ChatGPT Turned Ads On, Perplexity Turned Them Off: Buy AI Visibility or Earn It?
OpenAI brought ads to ChatGPT while Perplexity scrapped them entirely. We compare the two paths brands now have into AI answers — paid ads versus earned citations — and explain why measuring citations matters more, not less, in the ad era.
This blog content may use AI tools for drafting and structuring, and is published after editorial review by the RanketAI Editorial Team.
Key takeaway (as of 2026-05-28): In 2026 the two answer engines moved in opposite directions. OpenAI brought ads to ChatGPT; Perplexity removed ads entirely and kept only organic citations. As a result, the paths for a brand to appear in split clearly into two — paid ad slots you buy and citations you earn with content. The point is this: ads opening does not end the citation race. The citation inside the answer body is a separate layer, carries more trust, and is therefore worth more, not less.
What happened
In 2026, ChatGPT and Perplexity took opposite directions on monetization — one switched ads on, the other switched them off.
OpenAI rolled ChatGPT ads out in stages. Per OpenAI's official note, ads appear in a clearly labeled box at the bottom of a response and do not influence the actual answer content. They are matched to the conversation's topic and context. According to Axios reporting on 2026-05-05, a self-serve ads manager beta opened the same day so anyone can buy directly, CPC bidding was added on top of the existing CPM model, and the minimum-spend requirement was dropped. Winbuzzer reported on 2026-05-27 that OpenAI is widening this channel even to smaller advertisers.

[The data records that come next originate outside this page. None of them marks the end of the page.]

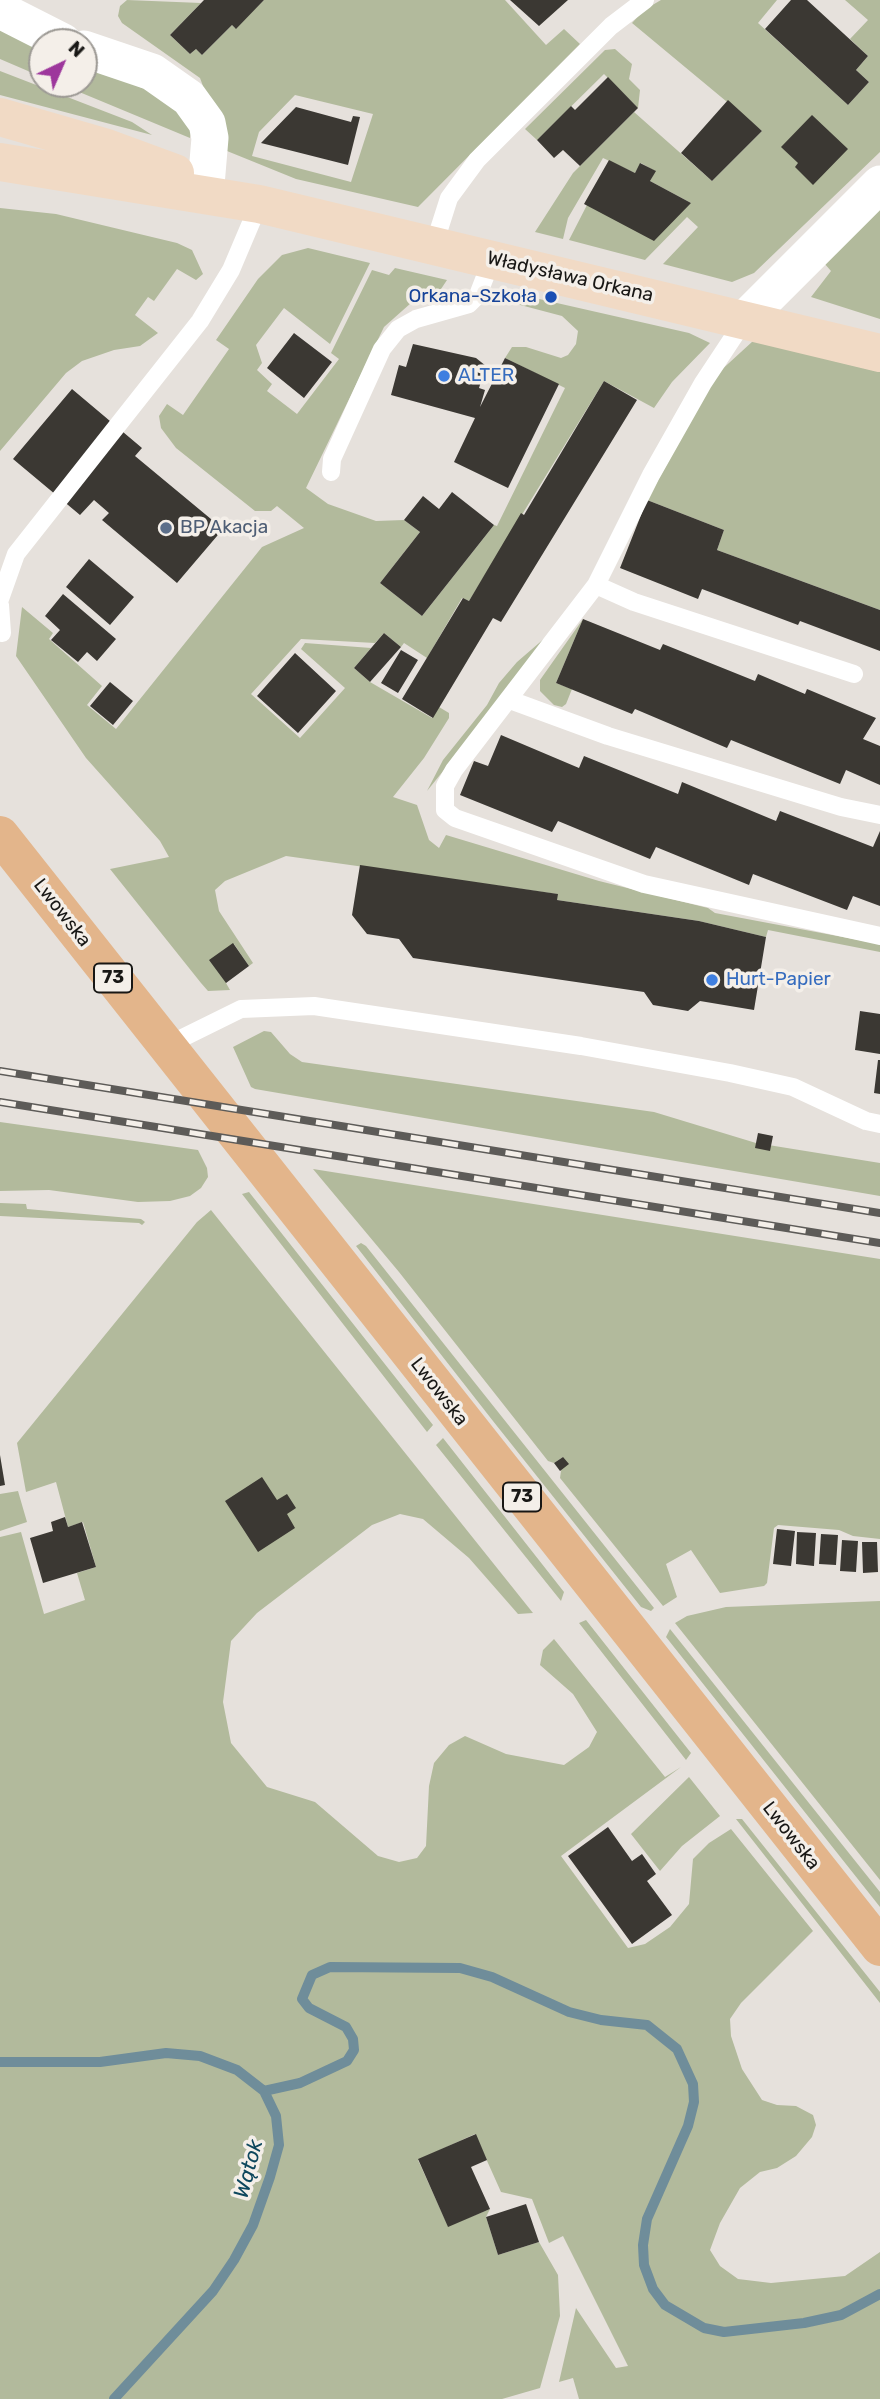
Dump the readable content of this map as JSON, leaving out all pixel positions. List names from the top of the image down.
{
  "streets": {
    "main road": ["Lwowska", "73"],
    "street": ["Władysława Orkana"]
  },
  "water": ["Wątok"],
  "places": [
    "Orkana-Szkoła",
    "ALTER",
    "BP Akacja",
    "Hurt-Papier"
  ],
  "north": "top right"
}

Perplexity went the other way. According to Search Engine Land, Perplexity stopped testing ads in February 2026 and shifted its weight toward subscriptions. Campaign US reported the reason as trust concerns, quoting one executive: "A user needs to believe this is the best possible answer." The logic is that the moment ads appear, users begin to second-guess the integrity of the answer.

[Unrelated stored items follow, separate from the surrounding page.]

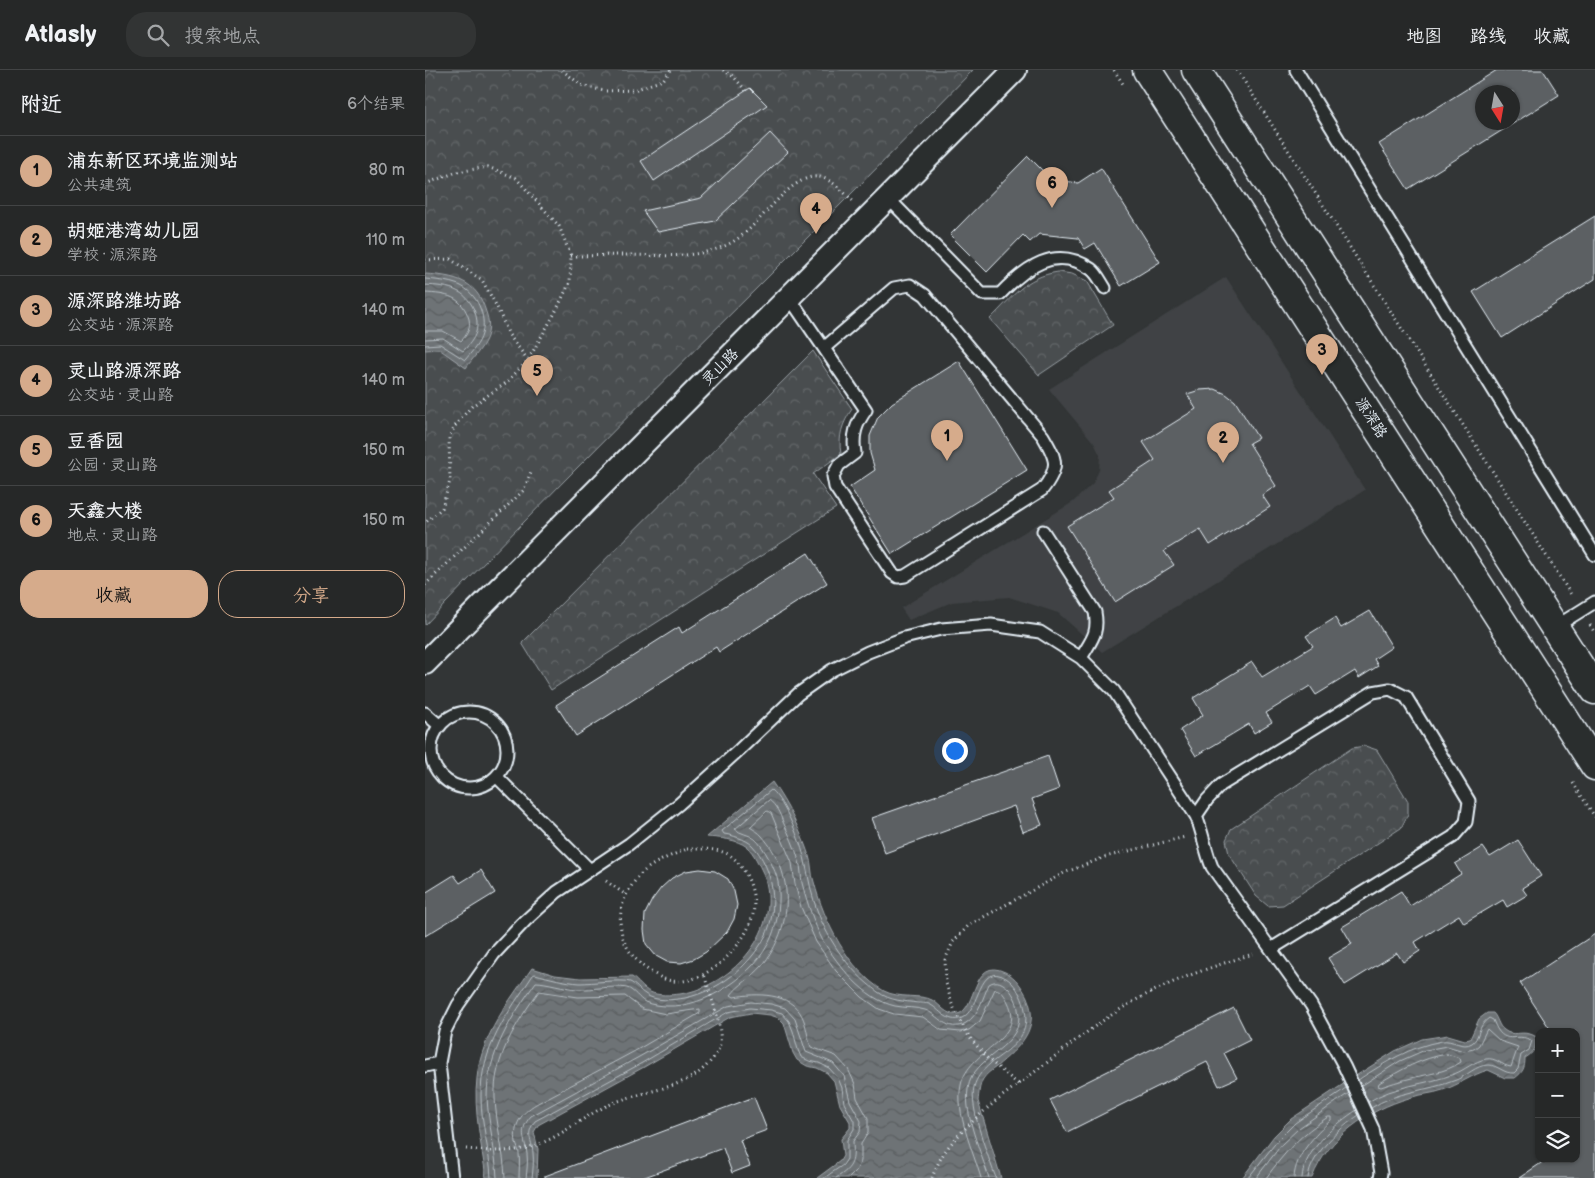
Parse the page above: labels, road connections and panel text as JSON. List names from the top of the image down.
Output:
{
  "streets": {
    "main road": ["源深路"],
    "street": ["灵山路"]
  },
  "north": "bottom",
  "page": {
    "header": "Atlasly",
    "search": "搜索地点",
    "nav": ["地图", "路线", "收藏"],
    "heading": ["附近", "6个结果"],
    "list": [
      {
        "mark": "1",
        "name": "浦东新区环境监测站",
        "note": "公共建筑",
        "value": "80 m"
      },
      {
        "mark": "2",
        "name": "胡姬港湾幼儿园",
        "note": "学校 · 源深路",
        "value": "110 m"
      },
      {
        "mark": "3",
        "name": "源深路潍坊路",
        "note": "公交站 · 源深路",
        "value": "140 m"
      },
      {
        "mark": "4",
        "name": "灵山路源深路",
        "note": "公交站 · 灵山路",
        "value": "140 m"
      },
      {
        "mark": "5",
        "name": "豆香园",
        "note": "公园 · 灵山路",
        "value": "150 m"
      },
      {
        "mark": "6",
        "name": "天鑫大楼",
        "note": "地点 · 灵山路",
        "value": "150 m"
      }
    ],
    "pins": [
      "6",
      "4",
      "3",
      "5",
      "1",
      "2"
    ],
    "buttons": ["收藏", "分享"],
    "map_buttons": ["+", "−"]
  }
}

Two paths into AI answers, now clearly split
A brand's path into AI answers now divides cleanly into two: paid ad slots you buy, and citations you earn with content.
| Item | ChatGPT | Perplexity |
|---|---|---|
| Ad slots | Yes (labeled box at bottom) | No (removed Feb 2026) |
| Citations (organic sources) | Yes (sources in the answer body) | Yes (the only path in) |
| How a brand appears | Buy ads + earn citations | Earn citations only |
| Trust framing of exposure | Ads separated as "labeled" | Answer = promise of the best answer |
The core difference is simple. On ChatGPT you can buy part of your exposure, but on Perplexity there is no exposure to buy. And even on ChatGPT, what ads buy is the bottom box — the citation inside the answer body still has to be earned with content. In other words, the asset both engines require in common is not an ad budget but a citation.
Ads and citations are entirely different exposure mechanisms. Compared item by item:
| Criterion | Ads (Paid) | Citation (Earned) |
|---|---|---|
| Cost structure | Charged continuously while running (CPC/CPM) | No extra charge after content is made |
| Persistence | Disappears the moment budget stops | Persists once it accrues |
| Placement | Labeled box at the bottom of a response | Evidence source inside the answer body |
| User trust | Perceived separately as "Sponsored" | Perceived as the basis of the answer |
| Reach | Only on engines that have ads | Common across ChatGPT, Gemini, Perplexity |
| Control | Direct, via bidding and targeting | Indirect, via content structure and trust |
Why citations matter more even after ads arrive
Ads opening does not end the citation race; the in-answer citation is a different layer that carries more trust, so its value rises.
First, ads and citations are different regions of the same screen. OpenAI itself stated that ads do not influence the answer content. Put another way, a brand being cited in the answer body is exactly the region ads cannot buy. Even if you run ads, the body citation has to be earned separately.
Second, the weight of trust differs. Users trust a source cited as evidence in the answer body more than a box labeled "Sponsored." The very rationale Perplexity gave for abandoning ads was "trust wobbles once ads are visible." Citations bring the trust that ads cannot buy.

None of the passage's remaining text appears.